Why do other systems report making money from the farebox?
Is it politics? All transit systems want to be successful in the eyes of their public. If transit systems were to report the true costs of collecting a fare as compared to how much they actually collect, a totally different picture would be presented. Systems simply do not report all of the costs associated with the collection and administration of a fare system. They certainly show the amount of funds collected, but if there is no gross and net comparison. The pre-paid, fare free approach truly is the best and most efficient way to operate public transportation services for our size service, which has been proven in national studies more than once.
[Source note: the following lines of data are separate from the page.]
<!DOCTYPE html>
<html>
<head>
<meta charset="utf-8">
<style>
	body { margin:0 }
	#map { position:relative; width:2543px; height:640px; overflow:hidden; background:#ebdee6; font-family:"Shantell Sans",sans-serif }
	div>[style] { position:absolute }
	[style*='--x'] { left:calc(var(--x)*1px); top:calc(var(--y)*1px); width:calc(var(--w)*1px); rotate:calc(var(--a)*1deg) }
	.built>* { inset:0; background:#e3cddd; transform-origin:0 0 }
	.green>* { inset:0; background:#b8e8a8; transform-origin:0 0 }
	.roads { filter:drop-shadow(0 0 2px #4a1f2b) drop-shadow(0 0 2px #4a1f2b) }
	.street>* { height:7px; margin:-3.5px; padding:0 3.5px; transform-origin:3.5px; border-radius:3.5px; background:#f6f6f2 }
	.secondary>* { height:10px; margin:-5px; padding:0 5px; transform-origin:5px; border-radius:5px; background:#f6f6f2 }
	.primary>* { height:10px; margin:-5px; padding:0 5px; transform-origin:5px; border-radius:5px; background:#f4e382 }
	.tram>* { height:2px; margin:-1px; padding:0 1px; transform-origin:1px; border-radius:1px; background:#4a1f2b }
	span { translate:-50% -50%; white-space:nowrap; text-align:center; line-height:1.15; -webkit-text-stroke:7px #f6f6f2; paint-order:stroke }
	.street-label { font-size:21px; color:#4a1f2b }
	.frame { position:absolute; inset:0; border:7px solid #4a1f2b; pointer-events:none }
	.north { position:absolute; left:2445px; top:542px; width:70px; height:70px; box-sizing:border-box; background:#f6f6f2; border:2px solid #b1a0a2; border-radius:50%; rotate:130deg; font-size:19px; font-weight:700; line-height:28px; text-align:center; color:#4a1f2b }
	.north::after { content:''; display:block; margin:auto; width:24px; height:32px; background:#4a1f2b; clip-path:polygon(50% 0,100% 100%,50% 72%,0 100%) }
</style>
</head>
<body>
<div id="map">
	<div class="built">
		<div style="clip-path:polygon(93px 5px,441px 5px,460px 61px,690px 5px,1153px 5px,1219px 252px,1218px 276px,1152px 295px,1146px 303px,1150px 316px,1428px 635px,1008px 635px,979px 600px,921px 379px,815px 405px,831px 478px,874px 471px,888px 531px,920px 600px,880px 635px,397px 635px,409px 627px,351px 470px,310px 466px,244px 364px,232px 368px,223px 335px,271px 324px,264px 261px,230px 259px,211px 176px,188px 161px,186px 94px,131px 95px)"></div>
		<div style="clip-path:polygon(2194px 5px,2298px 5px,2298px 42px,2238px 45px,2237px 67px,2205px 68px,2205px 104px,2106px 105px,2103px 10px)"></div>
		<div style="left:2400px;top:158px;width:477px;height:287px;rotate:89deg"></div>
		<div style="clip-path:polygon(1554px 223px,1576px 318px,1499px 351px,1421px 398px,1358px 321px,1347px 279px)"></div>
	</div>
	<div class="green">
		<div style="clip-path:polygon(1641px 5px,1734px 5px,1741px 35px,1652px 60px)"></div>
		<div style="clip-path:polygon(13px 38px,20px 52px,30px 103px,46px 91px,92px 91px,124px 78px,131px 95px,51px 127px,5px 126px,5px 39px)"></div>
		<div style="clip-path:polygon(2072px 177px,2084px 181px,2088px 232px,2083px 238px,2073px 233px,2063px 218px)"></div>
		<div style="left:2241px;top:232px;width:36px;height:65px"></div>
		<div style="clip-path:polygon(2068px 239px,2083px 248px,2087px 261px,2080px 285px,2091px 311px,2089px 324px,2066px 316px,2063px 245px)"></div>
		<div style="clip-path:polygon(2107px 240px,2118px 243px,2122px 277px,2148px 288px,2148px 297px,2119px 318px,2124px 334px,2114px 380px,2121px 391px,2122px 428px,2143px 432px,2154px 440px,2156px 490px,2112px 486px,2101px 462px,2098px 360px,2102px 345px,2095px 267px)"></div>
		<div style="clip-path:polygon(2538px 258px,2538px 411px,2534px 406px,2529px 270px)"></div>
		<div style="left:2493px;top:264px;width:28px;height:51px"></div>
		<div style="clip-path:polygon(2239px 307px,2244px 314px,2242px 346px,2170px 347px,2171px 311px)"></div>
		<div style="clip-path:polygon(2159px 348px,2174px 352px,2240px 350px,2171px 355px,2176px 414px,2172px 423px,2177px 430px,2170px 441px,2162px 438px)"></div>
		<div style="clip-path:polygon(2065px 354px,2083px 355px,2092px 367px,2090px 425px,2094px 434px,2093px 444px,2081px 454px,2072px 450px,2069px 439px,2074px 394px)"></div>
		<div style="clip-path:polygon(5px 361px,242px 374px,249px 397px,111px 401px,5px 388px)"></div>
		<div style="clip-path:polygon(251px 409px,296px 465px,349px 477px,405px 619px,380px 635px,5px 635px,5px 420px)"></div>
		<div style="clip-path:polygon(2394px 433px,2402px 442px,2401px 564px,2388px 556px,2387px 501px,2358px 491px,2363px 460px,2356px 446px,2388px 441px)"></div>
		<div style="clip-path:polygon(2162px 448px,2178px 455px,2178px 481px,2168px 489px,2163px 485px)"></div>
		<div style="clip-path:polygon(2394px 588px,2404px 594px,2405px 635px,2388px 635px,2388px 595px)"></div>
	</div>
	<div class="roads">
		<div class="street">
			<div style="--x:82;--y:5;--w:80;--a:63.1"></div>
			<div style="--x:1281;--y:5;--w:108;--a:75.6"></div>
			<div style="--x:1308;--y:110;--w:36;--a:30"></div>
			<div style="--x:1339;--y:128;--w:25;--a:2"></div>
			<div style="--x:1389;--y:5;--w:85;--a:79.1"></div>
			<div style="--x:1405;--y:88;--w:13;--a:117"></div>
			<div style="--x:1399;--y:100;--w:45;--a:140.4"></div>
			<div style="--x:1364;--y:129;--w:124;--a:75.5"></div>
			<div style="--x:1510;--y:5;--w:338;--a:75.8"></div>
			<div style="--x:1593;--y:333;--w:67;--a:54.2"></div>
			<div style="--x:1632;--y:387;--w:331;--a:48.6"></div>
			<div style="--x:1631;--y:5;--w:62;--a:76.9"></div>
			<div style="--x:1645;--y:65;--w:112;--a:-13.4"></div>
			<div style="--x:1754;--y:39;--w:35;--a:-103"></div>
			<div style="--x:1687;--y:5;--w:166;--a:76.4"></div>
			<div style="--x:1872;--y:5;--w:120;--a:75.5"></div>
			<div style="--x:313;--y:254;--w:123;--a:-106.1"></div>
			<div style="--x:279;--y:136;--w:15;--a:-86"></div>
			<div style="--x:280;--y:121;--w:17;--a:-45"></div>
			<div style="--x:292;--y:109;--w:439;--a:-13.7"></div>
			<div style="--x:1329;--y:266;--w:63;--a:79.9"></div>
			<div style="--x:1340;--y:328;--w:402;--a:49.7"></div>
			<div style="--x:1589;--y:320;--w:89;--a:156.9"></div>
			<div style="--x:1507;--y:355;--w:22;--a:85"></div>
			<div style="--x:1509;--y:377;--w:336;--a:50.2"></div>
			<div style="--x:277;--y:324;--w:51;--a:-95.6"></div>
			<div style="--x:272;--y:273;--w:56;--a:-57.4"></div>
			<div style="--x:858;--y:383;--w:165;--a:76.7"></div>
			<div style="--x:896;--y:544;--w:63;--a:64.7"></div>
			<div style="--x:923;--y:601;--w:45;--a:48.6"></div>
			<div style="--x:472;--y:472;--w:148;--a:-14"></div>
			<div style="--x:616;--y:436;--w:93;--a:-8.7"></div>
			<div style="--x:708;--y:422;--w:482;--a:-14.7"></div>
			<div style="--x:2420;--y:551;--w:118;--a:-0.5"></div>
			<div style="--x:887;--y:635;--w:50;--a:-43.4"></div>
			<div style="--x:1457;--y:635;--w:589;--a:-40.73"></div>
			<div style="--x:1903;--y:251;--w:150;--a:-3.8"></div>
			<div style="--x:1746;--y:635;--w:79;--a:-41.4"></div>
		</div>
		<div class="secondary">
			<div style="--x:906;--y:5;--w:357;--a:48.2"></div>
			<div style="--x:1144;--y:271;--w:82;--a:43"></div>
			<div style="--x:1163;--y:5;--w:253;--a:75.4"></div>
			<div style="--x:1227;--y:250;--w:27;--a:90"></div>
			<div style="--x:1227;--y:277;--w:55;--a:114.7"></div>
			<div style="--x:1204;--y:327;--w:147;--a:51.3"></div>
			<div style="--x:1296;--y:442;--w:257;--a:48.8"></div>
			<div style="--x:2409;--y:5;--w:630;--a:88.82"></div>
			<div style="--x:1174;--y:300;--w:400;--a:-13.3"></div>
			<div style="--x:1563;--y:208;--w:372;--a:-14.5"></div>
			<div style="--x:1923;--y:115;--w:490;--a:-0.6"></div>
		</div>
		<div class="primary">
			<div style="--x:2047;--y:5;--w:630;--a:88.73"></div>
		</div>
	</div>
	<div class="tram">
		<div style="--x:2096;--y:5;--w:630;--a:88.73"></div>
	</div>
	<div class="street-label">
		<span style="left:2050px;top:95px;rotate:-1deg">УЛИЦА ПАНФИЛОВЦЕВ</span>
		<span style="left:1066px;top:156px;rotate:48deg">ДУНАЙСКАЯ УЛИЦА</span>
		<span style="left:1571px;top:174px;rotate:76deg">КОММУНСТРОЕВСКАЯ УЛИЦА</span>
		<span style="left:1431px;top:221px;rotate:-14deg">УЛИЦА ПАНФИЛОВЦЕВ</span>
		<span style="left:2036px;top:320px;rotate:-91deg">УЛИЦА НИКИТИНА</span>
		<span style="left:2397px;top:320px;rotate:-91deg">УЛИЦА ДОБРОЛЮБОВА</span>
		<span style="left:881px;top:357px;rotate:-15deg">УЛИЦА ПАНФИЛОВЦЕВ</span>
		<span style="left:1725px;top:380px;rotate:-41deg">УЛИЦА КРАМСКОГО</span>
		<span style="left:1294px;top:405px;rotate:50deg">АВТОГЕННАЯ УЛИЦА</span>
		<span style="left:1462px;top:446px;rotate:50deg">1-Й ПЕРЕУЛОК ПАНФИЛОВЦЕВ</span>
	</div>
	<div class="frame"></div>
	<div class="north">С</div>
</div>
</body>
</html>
King County Metro, with a $525 million dollar budget, does gain some funding from their farebox/smart card system because they have lots of businesses that pay for advertising on the sides of their buses in addition to a huge number of riders paying a fare when they board the bus. However, the costs associated with the fare collection process are not available. The National studies and summary recommendations clearly state that fare charging systems do not make senses for medium and small systems because the costs of charging the fare wouldn’t even pay for the costs associated with the collection of the fare.